The people who come to the Festival get to eat Alice’s hatch-day cake.  Alice herself isn’t into sweets.  Her favorite food is pocket gophers (from local trappers), which she gets to eat the majority of the time.  So it’s nearly impossible to treat her to food in any way.

Q: This is obviously a big draw for kids and families. Disregard that I’m already super excited for the festival and consider that I’m 28 without any tiny humans under my roof. Why do I want to go? Sell me on it.

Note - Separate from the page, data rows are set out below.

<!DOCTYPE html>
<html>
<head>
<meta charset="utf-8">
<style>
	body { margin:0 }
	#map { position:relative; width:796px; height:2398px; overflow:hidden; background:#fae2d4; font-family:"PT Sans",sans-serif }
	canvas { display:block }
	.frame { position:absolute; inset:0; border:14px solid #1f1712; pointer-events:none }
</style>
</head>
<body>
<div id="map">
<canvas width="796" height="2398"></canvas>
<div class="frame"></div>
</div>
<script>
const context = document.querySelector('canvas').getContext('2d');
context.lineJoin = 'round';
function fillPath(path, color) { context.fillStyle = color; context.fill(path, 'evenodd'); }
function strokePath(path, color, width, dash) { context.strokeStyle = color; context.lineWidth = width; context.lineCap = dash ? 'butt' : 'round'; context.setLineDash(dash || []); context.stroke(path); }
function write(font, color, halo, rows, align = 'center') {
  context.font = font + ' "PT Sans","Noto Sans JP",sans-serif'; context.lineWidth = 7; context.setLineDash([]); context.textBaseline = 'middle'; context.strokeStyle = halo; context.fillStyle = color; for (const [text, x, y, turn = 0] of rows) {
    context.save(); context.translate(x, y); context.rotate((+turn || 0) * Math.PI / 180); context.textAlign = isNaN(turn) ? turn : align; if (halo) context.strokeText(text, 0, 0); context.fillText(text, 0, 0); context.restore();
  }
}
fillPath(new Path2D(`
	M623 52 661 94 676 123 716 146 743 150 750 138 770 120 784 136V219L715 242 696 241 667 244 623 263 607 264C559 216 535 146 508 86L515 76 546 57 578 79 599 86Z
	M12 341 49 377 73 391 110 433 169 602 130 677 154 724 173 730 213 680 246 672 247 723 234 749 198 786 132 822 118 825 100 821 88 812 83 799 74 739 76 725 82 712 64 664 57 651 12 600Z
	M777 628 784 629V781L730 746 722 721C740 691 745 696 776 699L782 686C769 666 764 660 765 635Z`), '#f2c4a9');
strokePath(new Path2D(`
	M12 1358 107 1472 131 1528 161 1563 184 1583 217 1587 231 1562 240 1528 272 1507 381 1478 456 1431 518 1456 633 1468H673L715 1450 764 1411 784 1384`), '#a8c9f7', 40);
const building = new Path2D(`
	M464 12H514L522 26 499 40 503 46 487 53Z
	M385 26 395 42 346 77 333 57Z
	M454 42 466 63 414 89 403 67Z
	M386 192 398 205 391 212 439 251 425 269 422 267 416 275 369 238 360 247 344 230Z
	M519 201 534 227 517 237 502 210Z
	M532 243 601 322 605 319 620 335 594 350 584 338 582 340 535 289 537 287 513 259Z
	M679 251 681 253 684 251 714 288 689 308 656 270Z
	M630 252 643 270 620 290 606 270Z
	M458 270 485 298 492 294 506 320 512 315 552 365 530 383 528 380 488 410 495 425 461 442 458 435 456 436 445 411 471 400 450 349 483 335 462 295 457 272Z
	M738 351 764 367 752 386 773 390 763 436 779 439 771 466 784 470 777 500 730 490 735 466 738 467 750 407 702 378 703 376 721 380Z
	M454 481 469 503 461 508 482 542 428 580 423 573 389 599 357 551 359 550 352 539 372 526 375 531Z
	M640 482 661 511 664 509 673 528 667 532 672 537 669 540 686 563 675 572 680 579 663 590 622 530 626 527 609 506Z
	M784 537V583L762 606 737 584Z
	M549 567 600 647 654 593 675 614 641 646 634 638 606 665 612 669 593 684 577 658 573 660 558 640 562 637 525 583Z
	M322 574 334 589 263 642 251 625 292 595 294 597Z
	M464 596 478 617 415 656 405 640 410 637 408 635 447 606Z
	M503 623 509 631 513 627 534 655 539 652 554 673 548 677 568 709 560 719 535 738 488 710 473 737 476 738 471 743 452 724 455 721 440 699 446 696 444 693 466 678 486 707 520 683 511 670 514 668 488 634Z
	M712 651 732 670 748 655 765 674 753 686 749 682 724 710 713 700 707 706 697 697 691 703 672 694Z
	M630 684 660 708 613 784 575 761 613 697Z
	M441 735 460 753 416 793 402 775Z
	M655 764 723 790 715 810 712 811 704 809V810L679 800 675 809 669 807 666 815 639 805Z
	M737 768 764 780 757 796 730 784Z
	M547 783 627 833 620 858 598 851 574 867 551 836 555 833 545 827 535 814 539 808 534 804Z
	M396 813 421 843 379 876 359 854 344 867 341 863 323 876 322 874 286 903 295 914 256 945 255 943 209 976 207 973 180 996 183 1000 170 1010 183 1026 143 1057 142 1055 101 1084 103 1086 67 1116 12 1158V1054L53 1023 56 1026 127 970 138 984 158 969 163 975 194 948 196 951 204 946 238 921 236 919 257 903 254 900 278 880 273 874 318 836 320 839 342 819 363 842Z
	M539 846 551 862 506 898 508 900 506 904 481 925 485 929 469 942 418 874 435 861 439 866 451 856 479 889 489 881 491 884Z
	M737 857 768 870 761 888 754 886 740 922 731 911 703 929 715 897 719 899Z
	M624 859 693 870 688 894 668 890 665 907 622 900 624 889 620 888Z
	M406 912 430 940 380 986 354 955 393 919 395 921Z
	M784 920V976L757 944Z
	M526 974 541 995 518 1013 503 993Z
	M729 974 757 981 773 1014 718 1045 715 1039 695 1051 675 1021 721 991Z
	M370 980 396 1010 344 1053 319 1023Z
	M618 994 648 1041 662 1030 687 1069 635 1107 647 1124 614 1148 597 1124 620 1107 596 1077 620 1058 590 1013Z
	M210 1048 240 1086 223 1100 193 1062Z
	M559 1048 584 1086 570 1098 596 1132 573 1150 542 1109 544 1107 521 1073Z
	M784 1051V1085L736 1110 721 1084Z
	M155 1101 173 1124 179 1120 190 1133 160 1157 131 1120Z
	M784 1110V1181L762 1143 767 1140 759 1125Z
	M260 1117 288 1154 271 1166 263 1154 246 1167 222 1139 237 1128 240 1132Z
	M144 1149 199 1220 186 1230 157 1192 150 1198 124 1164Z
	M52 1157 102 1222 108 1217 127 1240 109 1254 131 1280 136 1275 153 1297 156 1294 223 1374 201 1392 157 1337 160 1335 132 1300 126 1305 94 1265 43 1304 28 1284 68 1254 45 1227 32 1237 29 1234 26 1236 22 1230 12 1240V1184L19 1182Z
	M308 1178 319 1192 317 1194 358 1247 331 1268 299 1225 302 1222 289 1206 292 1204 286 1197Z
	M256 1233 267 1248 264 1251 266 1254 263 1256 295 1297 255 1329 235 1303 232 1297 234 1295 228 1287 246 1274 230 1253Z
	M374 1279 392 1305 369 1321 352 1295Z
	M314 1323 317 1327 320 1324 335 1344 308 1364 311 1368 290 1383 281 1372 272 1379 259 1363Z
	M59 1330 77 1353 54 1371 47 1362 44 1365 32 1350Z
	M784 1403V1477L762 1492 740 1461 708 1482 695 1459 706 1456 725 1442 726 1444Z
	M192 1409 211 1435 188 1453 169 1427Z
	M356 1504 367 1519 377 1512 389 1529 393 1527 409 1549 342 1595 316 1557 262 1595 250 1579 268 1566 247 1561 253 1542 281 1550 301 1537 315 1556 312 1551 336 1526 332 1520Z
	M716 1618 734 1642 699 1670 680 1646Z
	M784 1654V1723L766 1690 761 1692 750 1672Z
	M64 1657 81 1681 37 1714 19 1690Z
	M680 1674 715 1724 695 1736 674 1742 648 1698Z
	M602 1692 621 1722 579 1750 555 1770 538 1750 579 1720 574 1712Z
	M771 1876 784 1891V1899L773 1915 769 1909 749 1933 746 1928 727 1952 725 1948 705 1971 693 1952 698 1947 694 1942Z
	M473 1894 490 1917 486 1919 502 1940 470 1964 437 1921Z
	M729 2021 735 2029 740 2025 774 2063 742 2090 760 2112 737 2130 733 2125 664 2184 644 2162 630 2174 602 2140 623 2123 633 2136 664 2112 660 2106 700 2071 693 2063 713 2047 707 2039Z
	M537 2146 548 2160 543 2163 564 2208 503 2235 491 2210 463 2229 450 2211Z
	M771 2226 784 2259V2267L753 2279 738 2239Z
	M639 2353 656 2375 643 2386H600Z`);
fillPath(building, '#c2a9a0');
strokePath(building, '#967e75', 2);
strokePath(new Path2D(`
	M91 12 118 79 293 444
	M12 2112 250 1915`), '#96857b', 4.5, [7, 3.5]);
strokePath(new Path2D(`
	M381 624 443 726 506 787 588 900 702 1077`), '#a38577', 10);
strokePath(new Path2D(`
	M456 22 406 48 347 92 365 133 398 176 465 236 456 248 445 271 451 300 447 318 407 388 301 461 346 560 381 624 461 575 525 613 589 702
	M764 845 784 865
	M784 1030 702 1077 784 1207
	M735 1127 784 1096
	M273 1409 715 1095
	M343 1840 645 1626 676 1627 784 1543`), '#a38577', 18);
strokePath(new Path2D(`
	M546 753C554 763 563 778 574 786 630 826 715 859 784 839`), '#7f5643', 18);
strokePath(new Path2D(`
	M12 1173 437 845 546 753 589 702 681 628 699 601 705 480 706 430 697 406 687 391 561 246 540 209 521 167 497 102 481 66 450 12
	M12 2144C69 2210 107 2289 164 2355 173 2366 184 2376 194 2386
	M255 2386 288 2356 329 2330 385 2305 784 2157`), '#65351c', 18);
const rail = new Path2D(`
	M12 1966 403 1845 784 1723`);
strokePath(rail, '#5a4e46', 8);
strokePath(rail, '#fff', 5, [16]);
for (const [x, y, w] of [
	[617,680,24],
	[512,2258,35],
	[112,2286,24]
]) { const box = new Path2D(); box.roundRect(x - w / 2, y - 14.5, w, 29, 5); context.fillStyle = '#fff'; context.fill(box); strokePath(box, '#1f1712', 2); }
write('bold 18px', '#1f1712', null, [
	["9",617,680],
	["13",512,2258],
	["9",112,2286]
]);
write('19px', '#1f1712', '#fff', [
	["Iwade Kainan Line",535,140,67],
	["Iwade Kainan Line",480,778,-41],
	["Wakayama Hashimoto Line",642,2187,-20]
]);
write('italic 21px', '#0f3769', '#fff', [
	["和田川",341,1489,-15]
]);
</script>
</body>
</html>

The live owl programs are the biggest draw for the festival, whether you’re 5 or 75, kids or no kids.  This year we’ll have eight different live species of owls throughout the Festival, including a Snowy Owl!  Aside from that you can go on an owl prowl to call in wild owls with an expert owl caller, bid on cool owl items in our live auction, eat owl face pancakes with real maple syrup, build an owl nest box to put up at your place, hear more about our plans for the International Owl Center, and hear owl experts from Finland and Israel talk about owls in their areas and around the world and the challenges they face.  It’s really a cultural experience.  And if you want to act like a big kid, you can get your face painted like an owl too.  It’s just plain FUN no matter how you slice it, whether you have kids or not, or whatever your level of interest in owls.